» BRIEF
The lines to transcribe run from the top of the material below to the line with "0 3px,transparent 0", inclusive. Leave the pictures behind.

» EXERCISE MATERIALS
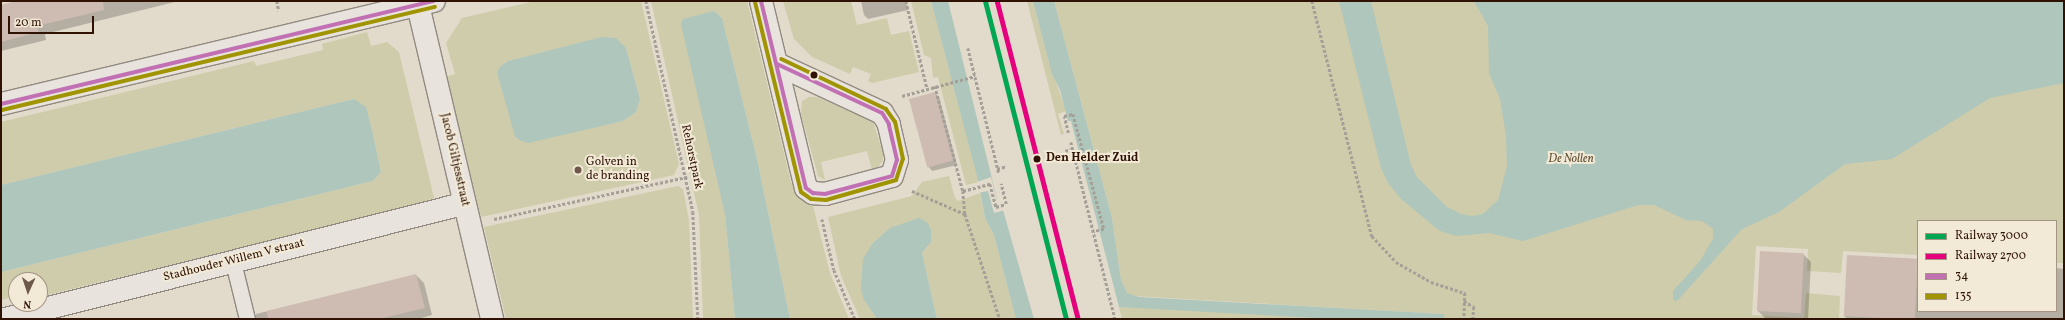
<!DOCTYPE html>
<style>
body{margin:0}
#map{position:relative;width:2065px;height:320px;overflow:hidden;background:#e2dbcb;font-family:Vollkorn,serif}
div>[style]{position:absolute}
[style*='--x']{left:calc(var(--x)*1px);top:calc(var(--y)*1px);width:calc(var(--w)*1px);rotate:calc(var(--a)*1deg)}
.green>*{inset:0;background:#ceccaa}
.water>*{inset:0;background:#aec6bb}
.pier>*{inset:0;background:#e2dbcb}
.shadow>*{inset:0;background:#0003}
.building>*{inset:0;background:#cebcb3;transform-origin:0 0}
.path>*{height:2.5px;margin-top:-1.25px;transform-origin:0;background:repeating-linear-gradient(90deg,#a49f97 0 3px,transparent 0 5px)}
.roads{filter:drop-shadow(1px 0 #928a80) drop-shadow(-1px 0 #928a80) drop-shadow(0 1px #928a80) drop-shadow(0 -1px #928a80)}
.lane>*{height:15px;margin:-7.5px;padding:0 7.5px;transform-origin:7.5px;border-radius:7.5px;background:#e8e4dd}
.street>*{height:22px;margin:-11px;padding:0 11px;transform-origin:11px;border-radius:11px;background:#e8e4dd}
.bus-1>*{height:4px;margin:-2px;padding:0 2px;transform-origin:2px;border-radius:2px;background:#c170b4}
.bus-2>*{height:4px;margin:-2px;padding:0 2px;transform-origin:2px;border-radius:2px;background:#a19402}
.rail-1>*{height:5px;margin:-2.5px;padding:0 2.5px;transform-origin:2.5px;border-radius:2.5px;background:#00a651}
.rail-2>*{height:5px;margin:-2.5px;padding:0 2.5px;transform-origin:2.5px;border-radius:2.5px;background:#e5007d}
.dots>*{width:11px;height:11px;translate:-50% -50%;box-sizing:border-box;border:2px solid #f2ead7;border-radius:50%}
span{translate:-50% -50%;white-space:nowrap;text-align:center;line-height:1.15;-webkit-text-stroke:4px #f2ead7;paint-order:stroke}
.street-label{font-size:12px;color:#2f1204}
.stop-label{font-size:12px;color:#2f1204;font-weight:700}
.left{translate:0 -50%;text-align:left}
.park-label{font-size:12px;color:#614f35;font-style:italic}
.poi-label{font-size:12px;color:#2f1204}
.frame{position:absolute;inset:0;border:2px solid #2f1204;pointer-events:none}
.legend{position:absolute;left:1917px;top:220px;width:140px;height:92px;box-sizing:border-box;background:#f2ead7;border:1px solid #a49483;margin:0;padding:5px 7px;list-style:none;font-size:12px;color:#2f1204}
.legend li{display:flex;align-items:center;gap:8px;height:20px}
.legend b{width:20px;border:1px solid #a49483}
.north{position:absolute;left:8px;top:272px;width:40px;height:40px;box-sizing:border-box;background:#f2ead7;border:1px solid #a49483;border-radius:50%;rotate:183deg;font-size:11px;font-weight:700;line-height:16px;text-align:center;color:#2f1204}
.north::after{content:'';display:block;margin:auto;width:14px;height:18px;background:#6e584a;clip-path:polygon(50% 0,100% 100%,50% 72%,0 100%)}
.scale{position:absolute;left:8px;top:16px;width:86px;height:18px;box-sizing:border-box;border:2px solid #2f1204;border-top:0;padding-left:5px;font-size:12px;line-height:14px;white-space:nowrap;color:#2f1204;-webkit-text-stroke:3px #f2ead7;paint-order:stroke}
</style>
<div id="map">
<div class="green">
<i style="clip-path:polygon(evenodd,535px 1px,641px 1px,679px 164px,674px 175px,481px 217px,446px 77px,455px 74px,446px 43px,462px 18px,535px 1px,606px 37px,626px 48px,640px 99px,636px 112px,623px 121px,524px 142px,502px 65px,508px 61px,606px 37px)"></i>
<i style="clip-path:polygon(651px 1px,747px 1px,791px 182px,800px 199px,813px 206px,830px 273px,849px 319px,790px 319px,757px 159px,722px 18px,714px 11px,725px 214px,735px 319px,703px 319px,699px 215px)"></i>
<i style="clip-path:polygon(783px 1px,851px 1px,857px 25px,887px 18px,891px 35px,909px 31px,919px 72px,872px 83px,868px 81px,871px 74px,853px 67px,850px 74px,812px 57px,794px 39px)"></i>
<i style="clip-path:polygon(911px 1px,931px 1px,979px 182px,966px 185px,938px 77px,933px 78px,931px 58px,924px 55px)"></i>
<i style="clip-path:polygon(1027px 1px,1033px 1px,1049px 62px,1066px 111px,1058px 114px,1064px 134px,1061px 135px)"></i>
<i style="clip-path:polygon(evenodd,1054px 1px,2064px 1px,2064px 263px,2056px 263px,2056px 221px,1918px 221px,1918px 255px,1843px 251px,1841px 273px,1807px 271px,1808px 249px,1756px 246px,1752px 315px,1804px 318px,1806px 293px,1840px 296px,1839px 319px,1445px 319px,1444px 314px,1133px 296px,1127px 293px,1121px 280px,1112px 218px,1054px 1px,1938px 130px,1892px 158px,1879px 160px,1938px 130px)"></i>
<i style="clip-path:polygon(367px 32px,371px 46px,387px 42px,399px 52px,434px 198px,412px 206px,43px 296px,40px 290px,40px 280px,16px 280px,16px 296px,1px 300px,1px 272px,373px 181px,381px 172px,373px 135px,354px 99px,1px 185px,1px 122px,254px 61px,256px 66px,323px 50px,322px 44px)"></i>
<i style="clip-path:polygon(809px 97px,817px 97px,873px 122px,883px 152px,883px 160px,879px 166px,872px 170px,867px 151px,821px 162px,825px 180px,818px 176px,801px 114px,802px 101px)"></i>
<i style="clip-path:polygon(949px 176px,955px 198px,958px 201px,980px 193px,985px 218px,994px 235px,1016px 319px,937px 319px,922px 253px,928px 246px,890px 228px,873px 243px,864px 300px,877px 319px,860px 319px,841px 276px,828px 217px,912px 196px,922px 182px)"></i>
<i style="clip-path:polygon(678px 186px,683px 189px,689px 220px,693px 319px,506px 319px,484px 227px)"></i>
<i style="clip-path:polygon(1119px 307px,1163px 308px,1332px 319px,1122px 319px)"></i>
</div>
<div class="water">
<i style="clip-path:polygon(931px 1px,948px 1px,998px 203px,1000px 203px,1003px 210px,1034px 319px,1016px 319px,994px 235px,985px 218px,978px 180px)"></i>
<i style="clip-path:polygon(1033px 1px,1054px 1px,1112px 218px,1121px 280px,1127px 293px,1139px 297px,1444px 314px,1445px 319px,1332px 319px,1119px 307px,1071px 121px,1068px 121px,1060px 90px,1052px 74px)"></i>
<i style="clip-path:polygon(1339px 1px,1371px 1px,1411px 165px,1417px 177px,1447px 207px,1461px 214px,1472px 216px,1483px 214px,1498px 200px,1507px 166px,1506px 136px,1500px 99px,1489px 73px,1488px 26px,1474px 1px,2064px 1px,2064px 83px,1990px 98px,1892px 159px,1845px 164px,1779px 212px,1742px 229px,1677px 301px,1673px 300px,1673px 291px,1700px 261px,1713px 239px,1713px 229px,1702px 221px,1686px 220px,1654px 205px,1638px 205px,1523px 241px,1489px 233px,1456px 236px,1440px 231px,1401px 199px,1388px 183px,1381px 168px)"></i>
<i style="clip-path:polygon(714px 11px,722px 18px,757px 159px,790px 319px,735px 319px,725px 214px,681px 24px,683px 19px)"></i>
<i style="clip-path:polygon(602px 37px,616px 38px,626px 48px,640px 99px,636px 112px,623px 121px,528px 143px,519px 140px,515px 136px,498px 76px,498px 70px,502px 65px,508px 61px)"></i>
<i style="clip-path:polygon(354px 99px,366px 107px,373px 135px,381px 172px,373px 181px,1px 272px,1px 185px)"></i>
<i style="clip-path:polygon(919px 218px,928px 223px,931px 230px,931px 242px,922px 253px,937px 319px,877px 319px,864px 300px,861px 290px,863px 259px,873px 243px,890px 228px)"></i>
</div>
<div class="pier">
<i style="clip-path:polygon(991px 177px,997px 200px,1002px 202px,1005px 210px,994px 213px,988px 191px,978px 193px,977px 182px)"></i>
</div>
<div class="shadow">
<i style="clip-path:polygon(22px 1px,179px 1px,45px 34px,46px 40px,1px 51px,1px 6px)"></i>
<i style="clip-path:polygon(861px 1px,906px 1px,908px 10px,868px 19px,864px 15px)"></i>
<i style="clip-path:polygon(935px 93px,939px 97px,957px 165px,932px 171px,928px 166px)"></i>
<i style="clip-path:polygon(1803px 254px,1811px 262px,1808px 319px,1766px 319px,1758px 311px)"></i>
<i style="clip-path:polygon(1918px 260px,1918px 311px,2056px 311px,2056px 268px,2064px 269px,2064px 319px,1848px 319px,1844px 316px)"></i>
<i style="clip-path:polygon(416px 275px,424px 283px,432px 315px,418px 319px,256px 319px,256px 314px)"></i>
</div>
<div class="building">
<i style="clip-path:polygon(16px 1px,103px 1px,104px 10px,37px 26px,39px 32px,1px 42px,1px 5px)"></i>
<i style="left:935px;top:92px;width:71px;height:27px;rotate:75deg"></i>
<i style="left:1760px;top:251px;width:44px;height:60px;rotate:3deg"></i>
<i style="left:1847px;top:255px;width:71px;height:61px;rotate:3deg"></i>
<i style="clip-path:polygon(416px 274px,425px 308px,379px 319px,268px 319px,267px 311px)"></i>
</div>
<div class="path">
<i style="--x:277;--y:1;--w:10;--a:79"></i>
<i style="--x:646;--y:1;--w:216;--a:77.4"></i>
<i style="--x:693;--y:212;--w:107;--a:87.3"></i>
<i style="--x:906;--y:1;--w:89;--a:76.4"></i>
<i style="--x:1312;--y:1;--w:243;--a:75.7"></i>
<i style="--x:1372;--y:236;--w:35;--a:47"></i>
<i style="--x:1396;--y:262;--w:40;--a:29.7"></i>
<i style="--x:1431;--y:282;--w:36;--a:18"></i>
<i style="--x:1465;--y:293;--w:26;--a:92"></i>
<i style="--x:968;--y:48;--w:129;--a:76.1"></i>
<i style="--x:935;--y:86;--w:109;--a:75.1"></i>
<i style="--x:963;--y:191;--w:23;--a:85"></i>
<i style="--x:965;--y:214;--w:111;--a:71.6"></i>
<i style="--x:902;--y:96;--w:76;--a:-15.3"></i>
<i style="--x:1068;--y:133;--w:17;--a:-103"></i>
<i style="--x:1064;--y:116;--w:9;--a:-13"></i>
<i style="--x:1073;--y:114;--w:119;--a:74.9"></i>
<i style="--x:1104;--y:229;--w:11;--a:165"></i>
<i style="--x:1071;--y:142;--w:182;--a:76"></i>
<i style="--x:1065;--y:151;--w:6;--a:-18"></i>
<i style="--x:997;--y:169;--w:10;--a:-17"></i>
<i style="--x:912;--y:191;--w:58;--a:23.5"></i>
<i style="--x:963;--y:191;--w:28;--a:-15"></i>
<i style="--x:990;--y:184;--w:24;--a:75"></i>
<i style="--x:996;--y:207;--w:10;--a:-17"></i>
<i style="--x:1006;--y:204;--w:21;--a:-104"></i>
<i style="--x:494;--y:219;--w:198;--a:-12.3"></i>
<i style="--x:822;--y:219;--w:52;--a:76.8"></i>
<i style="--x:834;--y:270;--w:53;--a:66.8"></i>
<i style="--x:1464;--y:301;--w:12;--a:31"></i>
<i style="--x:1474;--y:307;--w:12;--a:95"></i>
</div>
<div class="roads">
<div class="lane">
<i style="--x:233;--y:262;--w:59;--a:76.2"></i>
</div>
<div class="street">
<i style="--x:417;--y:1;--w:327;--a:76.7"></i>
<i style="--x:761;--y:1;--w:192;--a:76.5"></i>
<i style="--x:806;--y:188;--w:9;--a:36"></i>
<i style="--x:813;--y:193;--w:12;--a:5"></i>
<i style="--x:825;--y:194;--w:69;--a:-15"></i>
<i style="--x:892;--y:176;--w:17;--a:-73"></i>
<i style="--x:897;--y:160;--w:37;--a:-103"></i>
<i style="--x:889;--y:124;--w:13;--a:-122"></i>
<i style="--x:882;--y:113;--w:116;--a:-155"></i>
<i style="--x:1;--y:104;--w:445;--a:-13.4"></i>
<i style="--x:5;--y:319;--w:473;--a:-14.1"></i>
</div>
</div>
<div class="bus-1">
<i style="--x:761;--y:1;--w:192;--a:76.5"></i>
<i style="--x:806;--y:188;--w:9;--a:36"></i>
<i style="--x:813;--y:193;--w:12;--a:5"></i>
<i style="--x:825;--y:194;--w:69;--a:-15"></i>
<i style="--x:892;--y:176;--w:17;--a:-73"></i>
<i style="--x:897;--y:160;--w:37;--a:-103"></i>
<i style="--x:889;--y:124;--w:13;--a:-122"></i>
<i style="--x:882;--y:113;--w:116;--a:-155"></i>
<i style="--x:1;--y:104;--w:445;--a:-13.4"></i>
</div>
<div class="bus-2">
<i style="--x:755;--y:2;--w:195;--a:76.4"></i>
<i style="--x:801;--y:192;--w:12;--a:35"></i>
<i style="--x:811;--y:199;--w:15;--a:4"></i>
<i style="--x:826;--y:200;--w:73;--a:-15.9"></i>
<i style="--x:896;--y:180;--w:22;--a:-72"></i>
<i style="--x:903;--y:159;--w:38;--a:-102"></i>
<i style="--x:895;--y:122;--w:16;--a:-125"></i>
<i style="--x:886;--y:109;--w:116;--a:-154.5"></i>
<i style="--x:2;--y:110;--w:445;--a:-13.4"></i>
</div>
<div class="rail-1">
<i style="--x:985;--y:1;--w:328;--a:75.7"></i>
</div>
<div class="rail-2">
<i style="--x:997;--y:2;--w:327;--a:75.7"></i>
</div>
<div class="dots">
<i style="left:814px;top:75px;background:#2f1204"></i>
<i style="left:1037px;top:159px;background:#2f1204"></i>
<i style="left:578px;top:170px;background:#6e584a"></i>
</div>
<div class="street-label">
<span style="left:691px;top:157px;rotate:78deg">Rehorstpark</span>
<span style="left:454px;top:160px;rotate:77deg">Jacob Giltjesstraat</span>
<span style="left:234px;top:261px;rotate:-14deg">Stadhouder Willem V straat</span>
</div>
<div class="stop-label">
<span class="left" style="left:1046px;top:159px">Den Helder Zuid</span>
</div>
<div class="park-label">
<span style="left:1571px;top:160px">De Nollen</span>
</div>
<div class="poi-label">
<span class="left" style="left:586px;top:170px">Golven in<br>de branding</span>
</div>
<div class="frame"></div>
<ul class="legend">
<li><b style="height:5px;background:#00a651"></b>Railway 3000</li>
<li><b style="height:5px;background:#e5007d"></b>Railway 2700</li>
<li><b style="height:5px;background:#c170b4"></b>34</li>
<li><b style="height:5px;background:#a19402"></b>135</li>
</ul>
<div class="north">N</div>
<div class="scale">20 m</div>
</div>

» ANSWER SECTION
<!DOCTYPE html>
<style>
body{margin:0}
#map{position:relative;width:2065px;height:320px;overflow:hidden;background:#e2dbcb;font-family:Vollkorn,serif}
div>[style]{position:absolute}
[style*='--x']{left:calc(var(--x)*1px);top:calc(var(--y)*1px);width:calc(var(--w)*1px);rotate:calc(var(--a)*1deg)}
.green>*{inset:0;background:#ceccaa}
.water>*{inset:0;background:#aec6bb}
.pier>*{inset:0;background:#e2dbcb}
.shadow>*{inset:0;background:#0003}
.building>*{inset:0;background:#cebcb3;transform-origin:0 0}
.path>*{height:2.5px;margin-top:-1.25px;transform-origin:0;background:repeating-linear-gradient(90deg,#a49f97 0 3px,transparent 0 5px)}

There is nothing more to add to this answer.